Doc Searls is recommending a "new" kind of IT conference:

So I'm thinking about what a DIY-IT event might be like. This much I'm sure of: It wouldn't be vendor-centric or vendor-oriented. It would be mostly about what IT shops are doing on their own, with or without the help of vendors. But what else? Let's see...

Here's a short list:


    A collegial setting — not necessarily a hotel, but certainly convenient to inexpensive and comfortable accomodations. A university, perhaps?

    Sessions and panels that are based around subjects more than around personalities. In other words, foster conversation among colleagues, not the usual lecturing to an "audience."

    Hacking would be involved. Techies would get together with other techies to solve common problems. I've seen these at JabberCon (whatever happened to that event?) and ApacheCon, among other places, and think they're useful in countless ways.

    The quality of a retreat, rather than yet another Professional Event.




While I haven't been to one lately (not since 1992, in fact), USENIX used to be a lot like what Doc describes, especially the BOFs, and except for the hotel part. (Gotta stay somewhere.) Hotel management can be rapacious, (I know for a fact that USENIX will never return to Nashville after what happened there), but asking a university to play host to several hundred new folks seems questionable.

I dunno, maybe DEFCON, but even thats in a hotel. Or perhaps better, the Geek Cruises, but this probably violates the Cluetrain-conversation/sharing part above.

The part that bothers me about what Doc proposes is that it seems to view vendors as evil. Potentially necessary, but lets route around that. The thing is, someone put together the machines, racks, Ethernet switches, NIC cards, disks, tape drives, power strips, etc. Without vendors, it would be pretty difficult to have any kind of IT.

Now, I'm not all that fond of packaged solutions. In my view they're often more precipitate thant solution. I build most of my own software (Hey, I can make that claim, I run Gentoo on most of the computers, and due to the nature of the vendor that I am, I even build the software that runs on most of my devices), but I will run closed software (I'm typing this on a PowerBook.) In fact, I like the PowerBook mostly because of its packaging.
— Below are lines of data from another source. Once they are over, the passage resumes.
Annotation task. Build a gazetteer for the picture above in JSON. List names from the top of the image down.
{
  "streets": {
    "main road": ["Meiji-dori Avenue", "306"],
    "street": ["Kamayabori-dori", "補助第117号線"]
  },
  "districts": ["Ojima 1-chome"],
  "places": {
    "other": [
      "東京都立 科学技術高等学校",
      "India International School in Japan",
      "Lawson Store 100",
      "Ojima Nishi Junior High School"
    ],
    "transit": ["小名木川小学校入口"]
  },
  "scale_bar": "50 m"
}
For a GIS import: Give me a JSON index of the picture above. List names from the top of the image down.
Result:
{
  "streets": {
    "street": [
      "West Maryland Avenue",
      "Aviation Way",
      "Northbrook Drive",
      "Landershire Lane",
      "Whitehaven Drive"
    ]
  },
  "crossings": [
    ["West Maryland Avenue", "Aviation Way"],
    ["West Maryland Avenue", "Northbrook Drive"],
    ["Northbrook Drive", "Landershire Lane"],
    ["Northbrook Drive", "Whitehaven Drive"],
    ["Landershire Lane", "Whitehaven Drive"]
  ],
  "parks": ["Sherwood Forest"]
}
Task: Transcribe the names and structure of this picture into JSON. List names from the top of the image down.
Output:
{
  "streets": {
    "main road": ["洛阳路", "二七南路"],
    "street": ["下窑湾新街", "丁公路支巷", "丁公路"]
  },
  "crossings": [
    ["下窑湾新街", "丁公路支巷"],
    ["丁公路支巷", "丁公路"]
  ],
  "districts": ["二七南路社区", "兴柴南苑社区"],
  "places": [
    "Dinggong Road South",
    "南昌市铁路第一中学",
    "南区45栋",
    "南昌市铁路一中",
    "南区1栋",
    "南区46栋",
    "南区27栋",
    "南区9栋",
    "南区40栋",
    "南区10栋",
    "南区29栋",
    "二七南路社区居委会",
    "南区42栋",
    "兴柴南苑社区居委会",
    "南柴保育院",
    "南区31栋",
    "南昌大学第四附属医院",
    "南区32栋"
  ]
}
Back when I was CTO @ Wayport, we wrote our own billing system (ran on linux), our own captive portal (ran on linux), ran our own routers (ran on linux, and were named NMDs for entirely arcane reasons). We even produced our own Ethernet switches.

Even with all that, there was a time when the CEO wouldn't allow us to say "linux" in front of a customer. Funny thing is, this same CEO had an absolute shit-fit when I tried to introduce him to Cluetrain. Brett thought I was using it to take-over the company. (I'm not kidding, and no, I wasn't trying.)

My interest in building open-source (natch, GPLed!) networking platforms stems from this experience, and my frustration at being able to buy, at a reasonable price, the things I needed to make Wayport go, plus my days at Smallworks, building firewall, VPN, and DHCP technology, most of which was source-available.

It also allows our customers to create the products they want, rather than what we can get to. It avoids the whole "tell me how much you'll spend" pretext to the customization of a product. By giving others access to the source, our customer can understand our product to a level of depth that no manual will ever supply, change and extend it to perform as they wish, and even go elsewhere for support, should we fail to provide same, or go out of business.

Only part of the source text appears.